Extracted records -
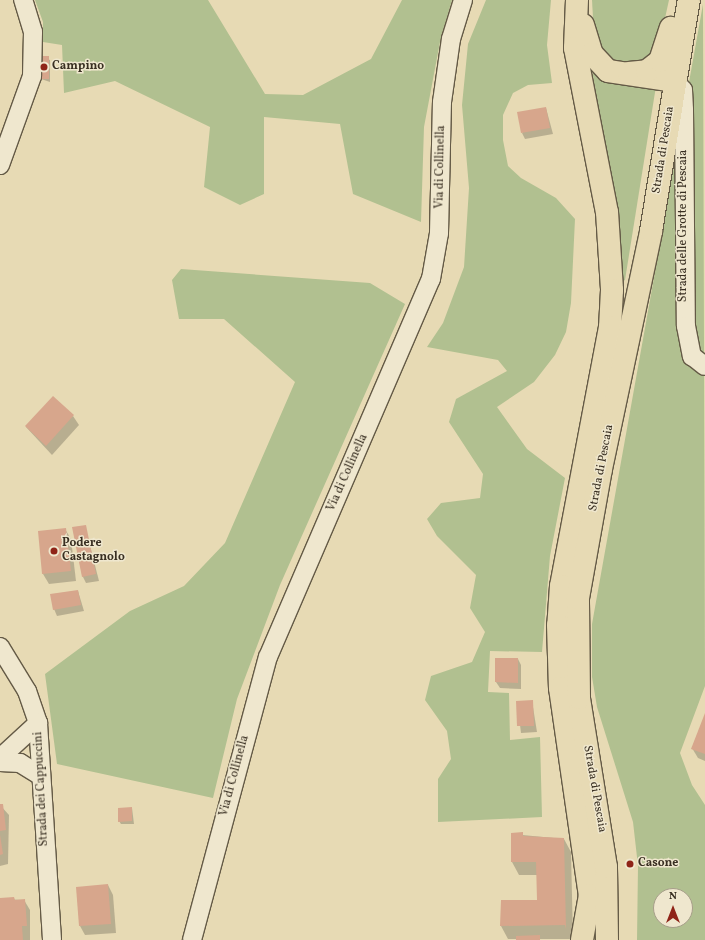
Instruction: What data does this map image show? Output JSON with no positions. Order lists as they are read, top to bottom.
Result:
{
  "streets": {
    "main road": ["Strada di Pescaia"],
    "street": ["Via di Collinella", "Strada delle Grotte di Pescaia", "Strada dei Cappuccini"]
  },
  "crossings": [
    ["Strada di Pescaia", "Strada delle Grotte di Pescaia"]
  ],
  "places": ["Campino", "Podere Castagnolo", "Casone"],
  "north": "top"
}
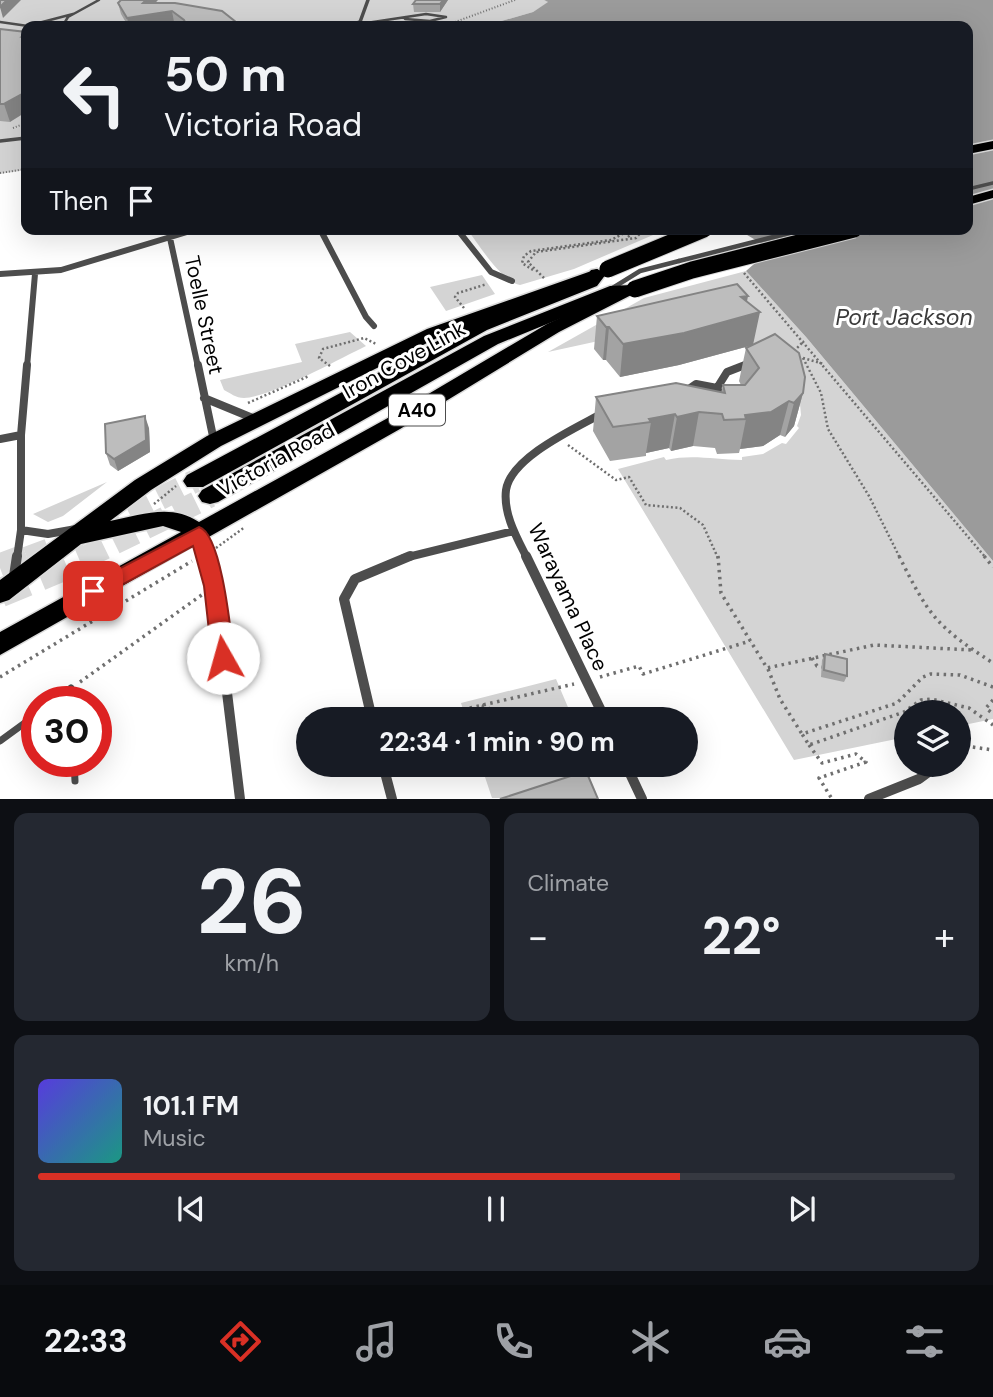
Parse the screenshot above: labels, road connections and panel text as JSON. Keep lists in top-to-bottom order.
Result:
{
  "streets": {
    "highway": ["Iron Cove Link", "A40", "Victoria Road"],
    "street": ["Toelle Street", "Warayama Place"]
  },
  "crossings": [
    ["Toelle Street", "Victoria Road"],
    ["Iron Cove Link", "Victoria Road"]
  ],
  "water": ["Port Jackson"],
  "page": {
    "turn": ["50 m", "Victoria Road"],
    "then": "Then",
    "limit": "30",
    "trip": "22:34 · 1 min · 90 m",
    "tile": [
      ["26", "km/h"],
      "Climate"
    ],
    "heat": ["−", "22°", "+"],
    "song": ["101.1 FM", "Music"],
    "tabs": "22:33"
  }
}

--

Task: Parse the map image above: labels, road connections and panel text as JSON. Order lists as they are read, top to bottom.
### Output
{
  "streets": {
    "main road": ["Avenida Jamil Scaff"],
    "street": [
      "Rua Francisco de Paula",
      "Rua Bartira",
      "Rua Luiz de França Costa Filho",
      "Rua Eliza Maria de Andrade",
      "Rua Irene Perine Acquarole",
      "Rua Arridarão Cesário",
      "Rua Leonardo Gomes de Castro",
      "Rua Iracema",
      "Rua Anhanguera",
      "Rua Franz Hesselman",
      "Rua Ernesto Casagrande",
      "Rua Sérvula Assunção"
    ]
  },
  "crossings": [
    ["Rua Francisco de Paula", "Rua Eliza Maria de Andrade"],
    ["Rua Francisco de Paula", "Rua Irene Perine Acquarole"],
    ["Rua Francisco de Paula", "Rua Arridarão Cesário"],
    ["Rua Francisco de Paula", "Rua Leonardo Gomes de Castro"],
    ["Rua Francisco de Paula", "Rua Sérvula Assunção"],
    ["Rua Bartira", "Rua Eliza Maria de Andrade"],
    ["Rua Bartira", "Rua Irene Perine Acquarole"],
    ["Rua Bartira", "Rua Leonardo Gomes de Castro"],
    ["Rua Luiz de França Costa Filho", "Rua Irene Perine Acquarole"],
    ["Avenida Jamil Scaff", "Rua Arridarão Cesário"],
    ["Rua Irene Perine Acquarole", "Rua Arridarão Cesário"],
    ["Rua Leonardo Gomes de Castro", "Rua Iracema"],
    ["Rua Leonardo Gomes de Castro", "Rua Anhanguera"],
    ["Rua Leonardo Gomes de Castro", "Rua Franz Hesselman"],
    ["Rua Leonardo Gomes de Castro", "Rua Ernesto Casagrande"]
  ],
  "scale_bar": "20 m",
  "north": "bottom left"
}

Exercise details -
Where the string "text" shows up in the listing above, copy the line that holds it.

Written response -
Parse the screenshot above: labels, road connections and panel text as JSON. Keep lists in top-to-bottom order.
Task: Parse the map image above: labels, road connections and panel text as JSON. Order lists as they are read, top to bottom.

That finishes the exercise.